A bundle of accounts for the Duchy of Lancaster gives a good idea of the effect of the pestilence in Cornwall. The roll is for the year from Michaelmas, 1350, and includes the accounts of several manors in the Deanery of Trigg, such as Helston, Tintagel, and others, in the district about the river Camel. In one it is noted that "this year there are no buyers;" in another only two youths pay poll tax, two more have not paid, as they have been put in charge of some land, "and the rest have died in the pestilence." In the same place pasture, which usually let for 3s. 4d., now, "because of the pestilence," fetched only 20d.; the holdings of five tenants are named as in hand, as well as nine other tenements and 214 acres of land. Again, in another place the rent has diminished by £7 14s., because 14 holdings and 102 acres are in hand, together with two fulling mills; on the other hand credit is given for 8s. 11d., the value of the goods and chattels of the natives of the manor who have died. And so the roll proceeds through the accounts of some twelve or fourteen manors, and everywhere the same story of desolation appears. Besides numerous holdings and hundreds of acres, represented as in hand and producing nothing, entire hamlets are named as having been depopulated. The decay in rent of one manor alone is set down at £30 6s. 1–3/4d.

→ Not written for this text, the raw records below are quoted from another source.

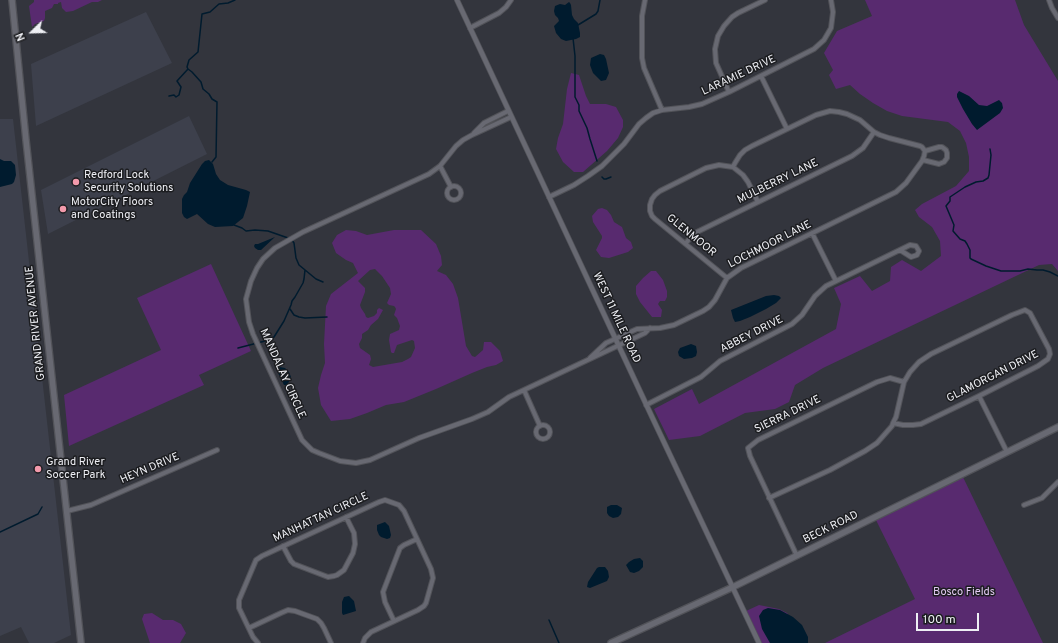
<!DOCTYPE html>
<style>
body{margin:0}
#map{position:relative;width:1058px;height:643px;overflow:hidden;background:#33353d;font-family:Overpass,sans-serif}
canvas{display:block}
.north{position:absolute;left:12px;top:12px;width:40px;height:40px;-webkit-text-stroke:3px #1c1d20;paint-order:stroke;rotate:247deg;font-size:11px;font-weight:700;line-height:16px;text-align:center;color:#eeeff4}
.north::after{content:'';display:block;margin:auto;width:14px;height:18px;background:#eeeff4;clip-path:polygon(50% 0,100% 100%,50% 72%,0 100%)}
.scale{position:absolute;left:916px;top:613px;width:63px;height:18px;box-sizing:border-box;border:2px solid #eeeff4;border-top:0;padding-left:5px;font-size:12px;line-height:14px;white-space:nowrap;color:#eeeff4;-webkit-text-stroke:3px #1c1d20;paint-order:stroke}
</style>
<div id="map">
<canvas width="1058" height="643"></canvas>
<div class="north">N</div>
<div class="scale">100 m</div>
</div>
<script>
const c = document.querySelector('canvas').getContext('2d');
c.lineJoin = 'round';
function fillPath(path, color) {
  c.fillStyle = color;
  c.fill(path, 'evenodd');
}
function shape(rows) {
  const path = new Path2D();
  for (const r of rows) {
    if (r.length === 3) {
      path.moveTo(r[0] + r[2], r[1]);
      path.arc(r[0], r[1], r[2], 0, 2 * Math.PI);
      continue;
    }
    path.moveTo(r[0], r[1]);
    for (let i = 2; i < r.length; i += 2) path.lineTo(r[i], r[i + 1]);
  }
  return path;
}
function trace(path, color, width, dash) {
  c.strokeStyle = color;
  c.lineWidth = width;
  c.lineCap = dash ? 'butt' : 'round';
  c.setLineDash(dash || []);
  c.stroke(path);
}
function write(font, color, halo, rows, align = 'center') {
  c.font = font + ' Overpass,sans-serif';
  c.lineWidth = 3;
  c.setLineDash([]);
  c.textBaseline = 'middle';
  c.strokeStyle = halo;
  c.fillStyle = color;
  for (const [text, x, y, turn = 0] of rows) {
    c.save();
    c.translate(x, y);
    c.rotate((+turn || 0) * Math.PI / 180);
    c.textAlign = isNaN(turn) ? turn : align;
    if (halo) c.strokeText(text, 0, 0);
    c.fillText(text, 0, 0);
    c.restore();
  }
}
fillPath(shape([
 [146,12,172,63,36,126,31,64],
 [189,116,207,154,48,234,41,190],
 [0,119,13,119,71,635,54,643,29,643,21,627,0,636]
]), '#3d404c');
fillPath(shape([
 [34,0,102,0,98,2,92,2,73,11,66,12,62,8,61,2,58,3,58,4,54,4,52,8,45,11,45,18,44,21,35,24,32,27,29,6,34,2],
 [865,0,1015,0,1024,25,1058,81,1058,271,1052,264,1039,265,823,368,795,385,789,402,775,409,745,413,700,436,669,440,654,409,692,389,699,404,836,329,841,304,834,288,860,276,872,291,890,281,891,267,902,260,921,271,941,256,940,241,932,227,919,217,915,210,922,204,956,186,969,171,969,157,966,143,960,131,948,122,902,116,887,111,873,103,860,94,850,85,836,89,829,75,833,70,824,53,837,31,872,16],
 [571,73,579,75,586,96,590,104,606,104,616,107,623,120,623,127,618,138,607,151,583,172,574,172,563,162,556,149,558,138,563,124,567,89],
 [602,208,607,210,611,215,614,222,622,227,626,238,631,242,633,248,628,252,609,258,601,257,596,250,602,238,602,236,593,222,592,216,598,209],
 [346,230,356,231,367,235,394,230,421,230,436,244,441,256,442,265,437,271,446,275,453,284,458,298,466,346,472,356,475,357,483,350,484,342,491,342,500,351,503,361,496,365,487,367,472,373,436,389,404,402,386,405,367,413,350,419,331,421,321,405,318,388,321,375,325,363,324,344,326,306,331,294,358,273,353,263,346,260,336,253,332,243,337,235],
 [375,269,382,276,390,288,391,294,387,303,389,305,394,306,395,307,396,309,394,315,397,318,400,326,399,330,390,334,389,340,391,352,392,353,394,353,397,345,412,340,414,341,415,348,411,357,408,359,402,362,373,367,369,365,371,359,370,355,360,348,359,344,362,338,362,334,368,330,371,325,378,319,383,310,379,308,377,310,377,313,374,316,368,318,366,317,365,314,361,308,360,305,365,292,365,288,358,281,370,270],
 [211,264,251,351,199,375,204,385,69,446,64,395,161,350,137,298],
 [656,271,663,280,667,291,667,297,665,301,660,301,658,304,662,310,661,317,652,317,640,302,636,294,636,286,643,278,651,271],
 [962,475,1043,643,825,643,915,599,875,518],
 [759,605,779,609,787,613,807,643,761,643,746,611],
 [152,613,163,620,173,620,181,624,186,633,180,643,150,643,142,619,144,614]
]), '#582a6f');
fillPath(shape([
 [569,2,570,3,571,5,572,15,574,19,578,23,580,33,580,37,576,39,566,41,561,39,556,33,554,26,559,21,558,18,555,15,554,11,555,6,560,4,565,5],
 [600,54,604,55,606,59,609,73,606,80,601,81,593,73,590,65,591,58],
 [959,91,969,96,979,105,987,106,999,100,1002,103,1003,108,1000,113,977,130,972,124,963,109,957,97,957,94],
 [0,159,4,161,11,161,15,165,16,175,14,182,12,184,0,187],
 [209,160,213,164,216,174,220,180,228,185,246,190,250,192,247,206,243,218,233,226,215,227,208,224,197,214,187,219,184,217,182,213,182,199,184,195,187,192,190,183,202,164,205,161],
 [275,237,261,250,258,250,255,248,254,246,255,244,258,244],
 [774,295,779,296,781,298,776,303,766,309,750,317,740,321,735,322,733,318,731,310,766,296],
 [691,344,696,346,697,352,696,356,692,358,684,359,679,356,678,352,680,348],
 [280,367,285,368,289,372,291,377,290,380,287,385,284,385,277,371,277,369],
 [611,505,617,505,622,508,621,514,618,517,613,518,609,516,607,513,607,507],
 [385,522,389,526,391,535,390,538,387,539,381,537,379,535,377,530,377,525],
 [640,558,643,561,643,567,639,571,634,573,630,572,626,565,629,562,634,559],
 [599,567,605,567,608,571,609,577,607,581,590,588,587,587,588,582,597,568],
 [349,596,354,601,356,611,343,615,342,613,342,602,344,597],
 [768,608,780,610,793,617,802,625,808,637,808,643,770,643,762,629,759,616,763,610]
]), '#001b2e');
trace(shape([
 [578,25,596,14,598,11,600,0],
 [573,38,575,56,575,97,579,105,579,111,587,128,590,139,597,161],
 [188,69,192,72,201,82,203,89,209,94,212,99,217,102,216,157,212,162],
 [169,96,174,95,176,97,179,95,181,87,177,81,188,69,187,67,189,60,198,52,202,14,210,12,219,4,228,3,235,0],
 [990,149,991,155,989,175,988,178,983,181,976,182,965,187,950,197,950,201,946,206,954,225,953,231,960,239,965,241,967,244,970,250,970,258,971,259,986,266,1001,271,1020,271,1028,269,1037,270,1043,270,1050,272,1058,276],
 [602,177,604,179,606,179,611,177],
 [234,225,242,228,246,231,255,230,268,231,291,239,294,243,296,258,299,265,316,279,323,282],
 [290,309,294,315,299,317,305,318,327,317],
 [238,348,269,340,274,337,284,321,291,305,292,301,295,297,303,283,304,279,305,270],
 [0,532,38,514,42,507],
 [549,620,559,643]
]), '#001b2e', 1.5);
const minor = shape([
 [645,0,642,16,642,58,644,68,662,110],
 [1049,0,1052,8,1058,18],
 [470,28,499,13,506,7,511,0],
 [761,76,787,129],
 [729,92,716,63,715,49,718,36,724,26,732,17,738,13,765,0],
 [511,117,472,135,463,140,456,146,440,166,429,174,303,232,275,248,263,259,257,268,251,281,246,299,249,322,253,334,302,440,312,450,319,453,340,461,356,463,370,460,419,438,472,419,488,412,509,397,645,333,650,328],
 [474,133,484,123,508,111],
 [923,160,939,164,944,162,947,158,947,153,946,150,942,147,939,147,925,151],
 [440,166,451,187],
 [733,167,735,163,740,155,745,150,752,146,816,115,830,111,839,112,847,114,860,120,874,132,880,135,889,138,920,146,922,147,925,151],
 [454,193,7],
 [549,197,574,185,588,176,602,166,624,144,639,124,646,118,653,113,662,110,689,107,702,104,729,92,814,49,824,40,831,28,833,12,831,0],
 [812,233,836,281],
 [686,243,691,237,697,232,852,156,863,148,874,132],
 [727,278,655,219,652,216,650,211,650,205,652,199,655,195,660,191,706,168,719,165,733,167,743,175,748,182,758,202],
 [590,358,606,343,637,329,660,328,674,325,703,311,709,307,715,300,727,278,741,268,896,192,906,183,922,161,924,156,925,151],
 [524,390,540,426],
 [979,396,1007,452],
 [646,405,701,377,720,361,792,324,802,315,815,296,826,286,910,245,916,246,919,251,917,255,911,257,900,250],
 [543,432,7],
 [769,498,830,470,865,451,877,443,892,426,893,423,896,417,904,382,910,372,919,362,931,354,1012,315,1025,310,1030,313,1049,349,1050,354,1048,359,1038,366,979,396,921,424,913,425,903,425,893,423],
 [1024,505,1042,498,1058,482],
 [67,511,91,505,217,450],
 [283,546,291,561,294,564,328,577,334,576,337,575,344,570,353,553,355,544,354,533,346,517],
 [797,556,750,456,748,448,758,440,877,382,890,378,904,382],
 [394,621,385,602,383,592,400,548,404,545,417,539],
 [249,628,281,613,288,610,295,611,317,619,321,623,324,628,331,643],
 [258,643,253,637,239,608,239,600,256,560,262,556,379,502,385,500,399,505,404,511,431,569,433,578,426,603,424,606,418,610,371,632,365,638,363,643]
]);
const tertiary = shape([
 [457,0,653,419,759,643]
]);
const secondary = shape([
 [12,0,26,140,81,643],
 [611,643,733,587,1058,427]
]);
trace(minor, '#525359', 6);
trace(tertiary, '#525359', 6);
trace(secondary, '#525359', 8);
trace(minor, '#686972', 4);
trace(tertiary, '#686972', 4.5);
trace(secondary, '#686972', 5.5);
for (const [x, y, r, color] of [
 [76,182,4,"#f39aac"],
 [63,209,4,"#f39aac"],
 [38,469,4,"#f39aac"]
]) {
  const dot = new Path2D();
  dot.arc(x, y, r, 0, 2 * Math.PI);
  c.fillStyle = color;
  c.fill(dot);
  trace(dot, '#1c1d20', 1.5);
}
write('11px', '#eeeff4', '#1c1d20', [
 ["LARAMIE DRIVE",739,76,-25],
 ["MULBERRY LANE",778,182,-26],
 ["GLENMOOR",691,236,39],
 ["LOCHMOOR LANE",770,245,-27],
 ["WEST 11 MILE ROAD",616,318,65],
 ["GRAND RIVER AVENUE",36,323,-96],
 ["ABBEY DRIVE",752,335,-27],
 ["MANDALAY CIRCLE",282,374,66],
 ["GLAMORGAN DRIVE",993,377,-27],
 ["SIERRA DRIVE",788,415,-26],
 ["HEYN DRIVE",150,469,-23],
 ["MANHATTAN CIRCLE",321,518,-25],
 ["BECK ROAD",831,528,-26]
]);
write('11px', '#eeeff4', '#1c1d20', [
 ["Redford Lock",84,176],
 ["Security Solutions",84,189],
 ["MotorCity Floors",71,203],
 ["and Coatings",71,216],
 ["Grand River",46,463],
 ["Soccer Park",46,476]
], 'left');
write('11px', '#e3caf3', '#1c1d20', [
 ["Bosco Fields",964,593]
]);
</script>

Attached to the account of Helston, in Trigg, is a skin giving a list of goods and effects of different tenants named which the lord Prince "occupied." There are 57 items in this list, which includes goods of all sorts, from an article of female dress and a golden buckle to ploughs and [p174] copper dishes; and the total value of the goods which thus fell into the hands of the Black Prince, presumably by the death of his tenants without heirs, is £16 18s. 8d.

At Tintagel it is noted that the "fifty shillings previously paid each year as stipend to the chaplain who celebrated in the chapel, was not paid this year, because no one would stay to minister there for the said stipend."[319]